Work with big data reasonably quickly without destroying RAM over time

Hello everyone,

Please excuse me if this is the wrong place for this, but I have a very general question. Is R useful when writing code used to work large tables? Are there better programming languages? The reason that I ask is that I have ruined 2 sticks of ram by constantly running an analysis on my computer that requires a very large table to be loaded to subset from. I have tried read.csv.sql() but this takes an amount of time that makes it unusable. Any quicker sql methods?
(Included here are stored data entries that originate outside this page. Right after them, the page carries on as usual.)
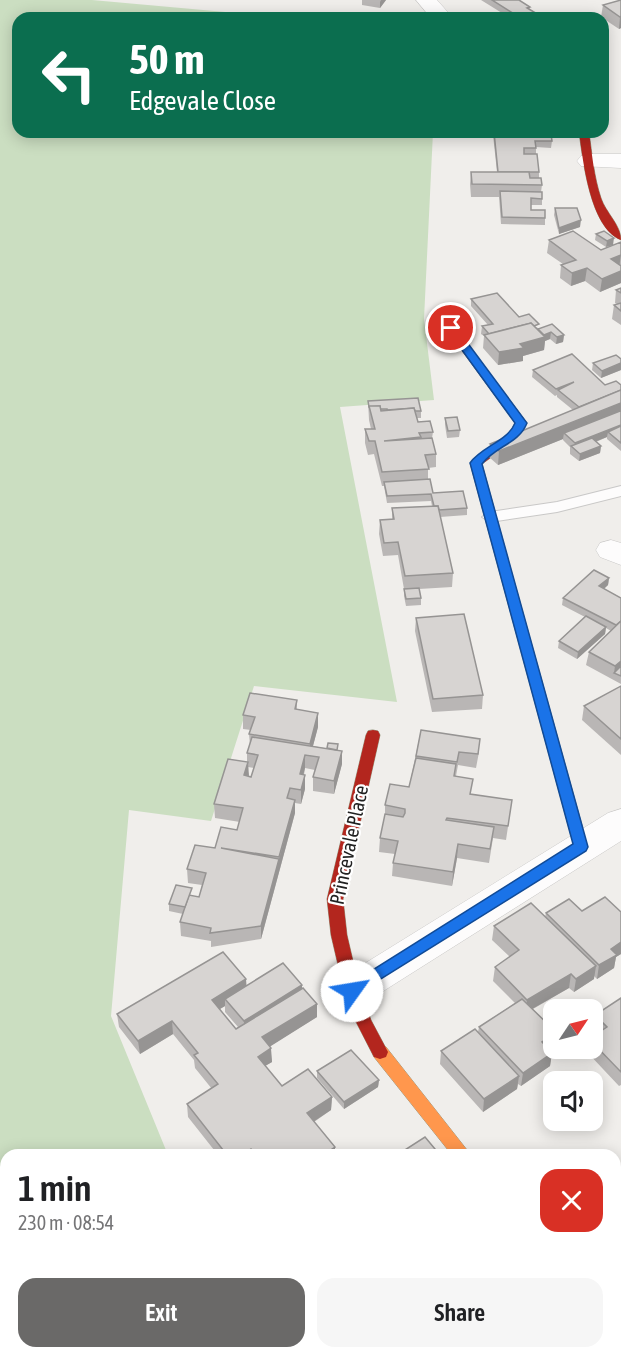 <!DOCTYPE html>
<meta charset="utf-8">
<style>
:root{--surface:#fff;--page:#f6f6f6;--text:#202124;--muted:#757577;--accent:#6a6968}
body{margin:0;font-family:"Asap Condensed",sans-serif;background:var(--page);color:var(--text);height:100vh;display:flex;flex-direction:column;font-size:22px;white-space:nowrap}
*{box-sizing:border-box;margin:0}
p{font-size:20px;color:var(--muted)}
.icon{flex:none;width:33px;height:33px;fill:none;stroke:currentColor;stroke-width:2;stroke-linecap:round;stroke-linejoin:round}
.map{position:relative;flex:1;overflow:hidden}
.sheet{position:absolute;left:0px;top:1149px;width:621px;height:210px;display:flex;flex-direction:column;background:var(--surface);border-radius:18px 18px 0 0;box-shadow:0 3px 15px #0003}
.sheet>*{flex:none}
.top-card{position:absolute;left:12px;top:12px;width:597px;height:126px;border-radius:18px;box-shadow:0 3px 15px #0003;background:#0b6e4f;color:#fff;overflow:hidden}
.needle{width:39px;rotate:55deg}
.controls{position:absolute;left:543px;top:999px;display:grid;gap:12px}
.controls a{display:grid;place-items:center;width:60px;height:60px;border-radius:12px;background:var(--surface);box-shadow:0 3px 15px #0003;font-size:30px}
.pin{position:absolute;display:grid;place-items:center;width:51px;height:51px;color:#fff;margin:-26px;border:3px solid #fff;border-radius:50%;box-shadow:0 2px 6px #0007}
.me{position:absolute;width:66px;margin:-33px;rotate:58deg;stroke-linejoin:round;filter:drop-shadow(0 0 4px #0008)}
.turn{display:flex;align-items:center;gap:21px;height:126px;padding:0 18px;font-size:27px}
.turn .icon{width:78px;height:78px;stroke-width:2.5}
.turn b{display:block;font-size:42px;line-height:51px}
.round{display:grid;place-items:center;flex:none;width:63px;height:63px;border-radius:18px;background:var(--page)}
.head{display:flex;align-items:center;justify-content:space-between;height:102px;padding:0 18px}
h1{font-size:36px;font-weight:600;line-height:45px}
.cta{display:flex;gap:12px;margin-top:auto;padding:12px 18px}
.cta a{flex:1;height:69px;border-radius:18px;background:var(--accent);color:#fff;font-size:24px;font-weight:600;line-height:69px;text-align:center}
.cta a+a{background:var(--page);color:var(--text)}
.map>svg:first-child{display:block}
.forest{fill:#cbdec1}
.lines{fill:none;stroke-linecap:round;stroke-linejoin:round}
.lane-casing{stroke:#c9c8c7;stroke-width:2}
.street-casing{stroke:#c9c8c7;stroke-width:1}
.slow-casing{stroke:#999a82;stroke-width:1}
.jam-casing{stroke:#999a82;stroke-width:1}
.lane{fill:#fdfcfc;fill-rule:evenodd}
.street{fill:#fdfcfc;fill-rule:evenodd}
.slow{fill:#ff974d;fill-rule:evenodd}
.jam{fill:#b3261e;fill-rule:evenodd}
.wall{fill:#b9b6b5;fill-rule:evenodd}
.shaded-wall{fill:#969493}
.building{fill:#d7d4d2;stroke:#969493;stroke-width:1.5}
.route{fill:#1a73e8;stroke:#114b97;stroke-width:1.5}
.labels{text-anchor:middle;stroke-width:4.5;stroke-linejoin:round;paint-order:stroke}
.street-label{font-size:20px;fill:#222;stroke:#fff}
</style>
<div class="map">
<svg width="621" height="1359" viewBox="0 0 621 1359">
<rect width="100%" height="100%" fill="#f0eeeb"/>
<path class="forest" d="M0,0H92L291,18H18V132H433L424,319L434,400L340,407L397,702L254,686L211,821L129,810L111,1016L168,1155H6V1353H322L330,1359H0Z"/>
<g class="lines">
<g class="lane-casing">
<path id="lane" d="M621,486V496L557,512L490,522L482,517L490,512L557,502Z"/>
</g>
<g class="street-casing">
<g id="street">
<path d="M416,0H437L453,18H431Z"/>
<path d="M589,154H621V168L581,166L577,161L581,156Z"/>
<path d="M611,540L621,543V565L600,557L596,550L600,543Z"/>
<path d="M621,809V841L366,1002L352,1007L338,1002L333,991L338,980L608,813Z"/>
</g>
</g>
<g class="slow-casing">
<g id="slow">
<path d="M502,555L508,559L588,847L586,851H576L574,847L496,559Z"/>
<path d="M380,1045L386,1047L471,1155H452L374,1057L372,1052L374,1047Z"/>
</g>
</g>
<g class="jam-casing">
<g id="jam">
<path d="M579,132H589C592,154 594,177 601,198C606,213 621,225 621,240C590,228 583,160 579,132Z"/>
<path d="M451,326L455,327L527,423L518,438L482,464L508,559L502,563L496,559L470,463C483,447 507,443 515,423L446,329Z"/>
<path d="M373,730L378,731L380,735L343,899L347,935L357,978L371,1020L388,1052L386,1057L380,1059L374,1057L355,1020L341,978L331,935L327,899L366,735L368,731Z"/>
</g>
</g>
<use href="#lane" class="lane"/>
<use href="#street" class="street"/>
<use href="#slow" class="slow"/>
<use href="#jam" class="jam"/>
</g>
<g class="wall">
<path d="M362,0H386L380,8L362,5Z"/>
<path d="M481,0H519L534,12V16L538,18H510Z"/>
<path d="M621,0V28L619,29L601,17L603,5Z"/>
<path d="M470,132H533V134L552,141L551,148L536,147V154L539,172V178L542,185L541,192L542,199V205H531V210L545,218V225L501,224L499,197H471L470,184L471,172H497L493,135H470Z"/>
<path d="M555,208L580,227L559,234L554,215Z"/>
<path d="M596,234L613,245L606,247L595,240Z"/>
<path d="M549,240L601,250L621,242V283L600,292L585,281L571,286L560,278L561,265L563,264L547,253Z"/>
<path d="M621,288V325L612,319L614,305L617,304L615,303L616,290Z"/>
<path d="M471,299L519,317L538,328L564,335L563,342L556,344L550,339L545,341L544,350L523,356V361L498,365L483,348L484,336L481,334L482,326L488,325L471,306Z"/>
<path d="M621,359V370L601,378L592,370L593,363Z"/>
<path d="M533,370L605,385H621V451L607,439V437L596,442L601,446L600,453L579,461L570,454V447L563,440V439L498,465L489,457L490,444L573,410L557,397V395L555,396L532,377Z"/>
<path d="M368,401L421,411V418H417L418,422L433,432L432,438L436,454V467L428,468V479L433,493L467,508V515L440,517L453,573L452,587L419,589L421,598V605L406,606L404,596V589L398,555L383,556L379,534L380,520L392,519V508L432,506L431,501L387,503L384,486H382L374,454L368,455L365,443V429H371L369,420Z"/>
<path d="M445,418L460,430L459,437L447,438L445,425Z"/>
<path d="M609,578L608,585L604,589L621,598V684L586,665L589,652L611,631L606,628L605,634L577,659L558,648L559,641L585,617L562,605L563,598Z"/>
<path d="M416,618L483,695L482,709L432,712L415,631Z"/>
<path d="M621,686V755L582,720L584,706Z"/>
<path d="M297,700V710L318,713V727L313,746L342,751V764L334,794L313,791V777L315,770L305,768L304,775L305,789L301,804L295,803V813L261,939L211,947V941L181,936L180,922L183,914L169,911V904L192,896L199,897L202,885L188,883L187,869L237,830L240,822L215,818L214,804L247,762V753L250,745L249,734L251,730L243,729V715ZM248,767L254,768L251,777L248,776Z"/>
<path d="M421,730L479,752L476,768L458,765L456,776L471,794L512,800L506,840L493,838L489,863L457,858L452,886L392,876L393,863L395,854L379,852L380,838L385,814V805L409,787Z"/>
<path d="M582,911L621,912V954L616,957L614,968L597,979L594,976V979L574,992L569,988L533,1009L553,1045L548,1049L552,1053L550,1066L521,1086L518,1084L517,1089L483,1112L440,1064L441,1051L478,1032L479,1027L515,1003L493,981L495,967L510,957L492,940L494,926L545,917L546,913Z"/>
<path d="M246,979V985L302,988L317,1017L270,1046L272,1062L265,1066L282,1086L332,1097L331,1110L314,1122L335,1152L341,1155H218L188,1117L187,1104L212,1089L195,1068L194,1060L173,1034L140,1054L119,1027L117,1014ZM225,1006V1012L238,1027L236,1029L220,1009Z"/>
<path d="M621,998V1085L619,1086L587,1052L588,1048H592V1037L598,1034L592,1029L595,1015Z"/>
<path d="M317,1071L379,1080L378,1087L344,1109L317,1078Z"/>
</g>
<g class="shaded-wall">
<path d="M381,0H386L380,8V2Z"/>
<path d="M621,16V28L619,29L620,17Z"/>
<path d="M581,220L580,227L559,234V228Z"/>
<path d="M614,238L613,245L606,247L607,241Z"/>
<path d="M621,255L619,268L611,259Z"/>
<path d="M587,268L585,281L571,286L572,273Z"/>
<path d="M621,271V283L600,292L602,279Z"/>
<path d="M551,332L550,339L545,341L544,350L523,356V361L498,365L499,352L520,344L544,337V335Z"/>
<path d="M564,335L563,342L556,344L557,337Z"/>
<path d="M621,363V370L601,378L602,371Z"/>
<path d="M621,403V416L564,433L563,439L498,465L499,451Z"/>
<path d="M621,425V431L608,432L607,437L574,450L575,443Z"/>
<path d="M601,446L600,453L579,461L580,454Z"/>
<path d="M609,578L608,585L598,594L599,586Z"/>
<path d="M606,627L605,634L577,659L578,652Z"/>
<path d="M621,661V672L614,673L615,666Z"/>
<path d="M318,713V727L310,757V744Z"/>
<path d="M342,751V764L334,794V781Z"/>
<path d="M305,755V768L300,788V774Z"/>
<path d="M248,762L249,776L244,775Z"/>
<path d="M305,775V789L301,804V790Z"/>
<path d="M295,800V813L261,939V926Z"/>
<path d="M458,844L457,858L452,886L453,872Z"/>
<path d="M621,942V954L616,957L614,968L597,979L599,965L611,949Z"/>
<path d="M596,966L594,979L574,992L576,979Z"/>
<path d="M571,974L569,988L525,1013L527,1000Z"/>
<path d="M246,979L247,992L225,999V1006L213,1013L212,1000Z"/>
<path d="M302,985V999L244,1035V1021Z"/>
<path d="M317,1004V1017L263,1051L262,1037Z"/>
<path d="M172,1021L173,1034L140,1054L138,1041Z"/>
<path d="M554,1034L553,1045L540,1055L542,1042Z"/>
<path d="M271,1048L272,1062L258,1070V1057Z"/>
<path d="M552,1053L550,1066L521,1086L523,1073Z"/>
<path d="M519,1076L517,1089L483,1112L484,1099Z"/>
<path d="M379,1080L378,1087L344,1109V1102Z"/>
<path d="M332,1097L331,1110L307,1126V1113Z"/>
<path d="M335,1147V1155H323Z"/>
<path d="M251,1149V1155H242Z"/>
</g>
<g class="building">
<path d="M492,0H519L530,7L527,8L534,12L529,15L538,18H528L524,15L519,17Z"/>
<path d="M621,0V16L620,17L603,5Z"/>
<path d="M494,132H533V134H551L552,141H535L536,148H524V154H537L539,172H498Z"/>
<path d="M471,172H529L530,178H541L542,185L472,184Z"/>
<path d="M500,191L542,192V199L531,198V210H545V218L502,217Z"/>
<path d="M555,208H577L581,220L559,228Z"/>
<path d="M573,231L601,250L621,242V255L611,259L621,266V271L602,279L587,268L572,273L561,265L576,260L549,240Z"/>
<path d="M604,231L614,238L607,241L596,234Z"/>
<path d="M621,288V293L616,290Z"/>
<path d="M497,293L519,317L529,314L539,324L534,326L531,323L489,334L482,326L493,324L471,299Z"/>
<path d="M621,303V311L614,305Z"/>
<path d="M531,323L545,337L520,344L524,348L499,352L484,335Z"/>
<path d="M552,324L564,335L557,337L551,332L544,335L538,329Z"/>
<path d="M572,354L605,385L616,381L621,385V390L579,407L558,390L574,382L556,389L533,370Z"/>
<path d="M616,355L621,359V363L602,371L593,363Z"/>
<path d="M621,390V403L499,451L490,444Z"/>
<path d="M418,398L421,411H415L414,408L387,410V409H380V406L369,407L368,401Z"/>
<path d="M369,406H380L381,411L414,408L418,422L430,421L433,432L419,433L421,437L384,441L432,438L436,454L425,455L429,469L382,472L375,441H369L365,429H375Z"/>
<path d="M620,411H621V425L575,443L564,433Z"/>
<path d="M457,417L460,430L448,431L445,418Z"/>
<path d="M621,426V443L608,432Z"/>
<path d="M592,438L601,446L580,454L571,446Z"/>
<path d="M430,479L433,493L463,491L467,508L439,510L438,506H434L431,494L387,496L384,482Z"/>
<path d="M438,506L453,573L405,576L398,542L384,543L380,520L394,519L392,508Z"/>
<path d="M594,570L609,578L599,586L621,598V621L616,625L563,598Z"/>
<path d="M419,588L421,598L406,599L404,589Z"/>
<path d="M464,614L483,695L433,699L416,618Z"/>
<path d="M586,616L606,627L578,652L559,641Z"/>
<path d="M621,621V661L615,666L589,652Z"/>
<path d="M621,666V676L614,673Z"/>
<path d="M621,686V739L584,706Z"/>
<path d="M250,693L297,700L295,709L318,713L310,744L249,734L255,717L243,715Z"/>
<path d="M421,730L480,739L478,754L459,752L457,762L416,756Z"/>
<path d="M252,737L342,751L334,781L313,777L319,757L305,755L300,774L305,775L301,790L290,788L287,798L295,800L279,857L221,848L279,859L261,926L210,933L211,928L180,922L189,895L199,897L206,873L187,869L195,845L215,848L221,827L237,830L243,808L214,804L228,759L248,762L244,775L251,777L258,755L247,753Z"/>
<path d="M328,743L338,744L337,750L327,748Z"/>
<path d="M416,758L456,764L454,776L473,779L470,794L512,800L508,826L447,818L446,820L494,827L490,849L458,844L453,872L393,863L398,841L380,838L385,814L403,817L405,813V809L385,805L390,784L409,787Z"/>
<path d="M176,885L192,888L185,907L169,904Z"/>
<path d="M605,897L621,912V942L611,949L617,955L599,965L546,913L569,899L582,911Z"/>
<path d="M531,903L596,966L576,979L571,974L527,1000L495,967L519,950L494,926Z"/>
<path d="M223,952L246,979L212,1000L236,1029L303,988L317,1004L262,1037L271,1048L258,1057L282,1086L308,1069L332,1097L307,1113L335,1147L323,1155H256L251,1149L242,1155H227L187,1104L218,1084L194,1055L198,1053L172,1021L138,1041L117,1014Z"/>
<path d="M283,963L302,985L244,1021L225,999Z"/>
<path d="M621,998V1072L592,1042V1037L607,1027L595,1015Z"/>
<path d="M522,999L554,1030V1034L542,1042L552,1053L523,1073L479,1027Z"/>
<path d="M475,1029L519,1076L484,1099L441,1051Z"/>
<path d="M351,1050L379,1080L344,1102L317,1071Z"/>
<path d="M425,1137L440,1155H397Z"/>
<path d="M337,1151L341,1155H330Z"/>
</g>
<path class="route" d="M451,325L455,326L527,423C519,444 495,446 482,464L588,847L586,851L352,997L347,995L344,991L347,986L573,844L470,463C481,447 508,441 515,423L446,328Z"/>
<g class="labels">
<g class="street-label">
<text transform="translate(349 845) rotate(-78)" y="7">Princevale Place</text>
</g>
</g>
</svg>
<div class="controls">
<a><svg class="needle" viewBox="-14 -14 28 28"><path d="M0-13l5 13h-10z" fill="#e53935"/><path d="M0 13l5-13h-10z" fill="#757577"/></svg></a>
<a><svg class="icon" aria-label="sound" viewBox="0 0 24 24"><path d="M4 9h4l5-4v14l-5-4H4zM17 9q2 3 0 6"/></svg></a>
</div>
<div class="pin" style="left:451px;top:328px;background:#d93025"><svg class="icon" aria-label="arrive" viewBox="0 0 24 24"><path d="M6 21V4h12l-3 4 3 4H6"/></svg></div>
<svg class="me" style="left:352px;top:991px" viewBox="-20 -20 40 40"><circle r="19" fill="#fff"/><path d="M0-13L10 11 0 6-10 11z" fill="#1a73e8"/></svg>
<div class="top-card">
<div class="turn"><svg class="icon" aria-label="left" viewBox="0 0 24 24"><path d="M17 20v-9H6M10 6l-5 5 5 5"/></svg><div><b>50 m</b>Edgevale Close</div></div>
</div>
<section class="sheet">
<div class="head"><div><h1>1 min</h1><p>230 m · 08:54</p></div><a class="round" style="background:#d93025;color:#fff"><svg class="icon" aria-label="close" viewBox="0 0 24 24"><path d="M6 6l12 12M18 6L6 18"/></svg></a></div>
<div class="cta"><a>Exit</a><a>Share</a></div>
</section>
</div>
Sound like you could take a look at dbplyr :+1:

Thanks for the response. I looked into this but the function to collect data from the database once it is created and can be referenced is way too slow. I have a 7gb table of species occurrence data and it takes more 20min to pull a just few species from it (cannot work for my work flow).

What seems to be the case: sql language is just slow, most RAM is too fragile and most computers aren't smart enough to not let this component fry. Solution?- money and time for large desktop setup and hardware and software modification.

This doesn't sound normal, maybe your sql server needs some fine tuning to speed up queries or you need to change to a more specialized big data solution for on-disk data storage e.g. Spark + Apache Arrow

Another option is to invest less money renting a large virtual machine just for the time it takes to process your data and pull the results out.

This topic was automatically closed 21 days after the last reply. New replies are no longer allowed.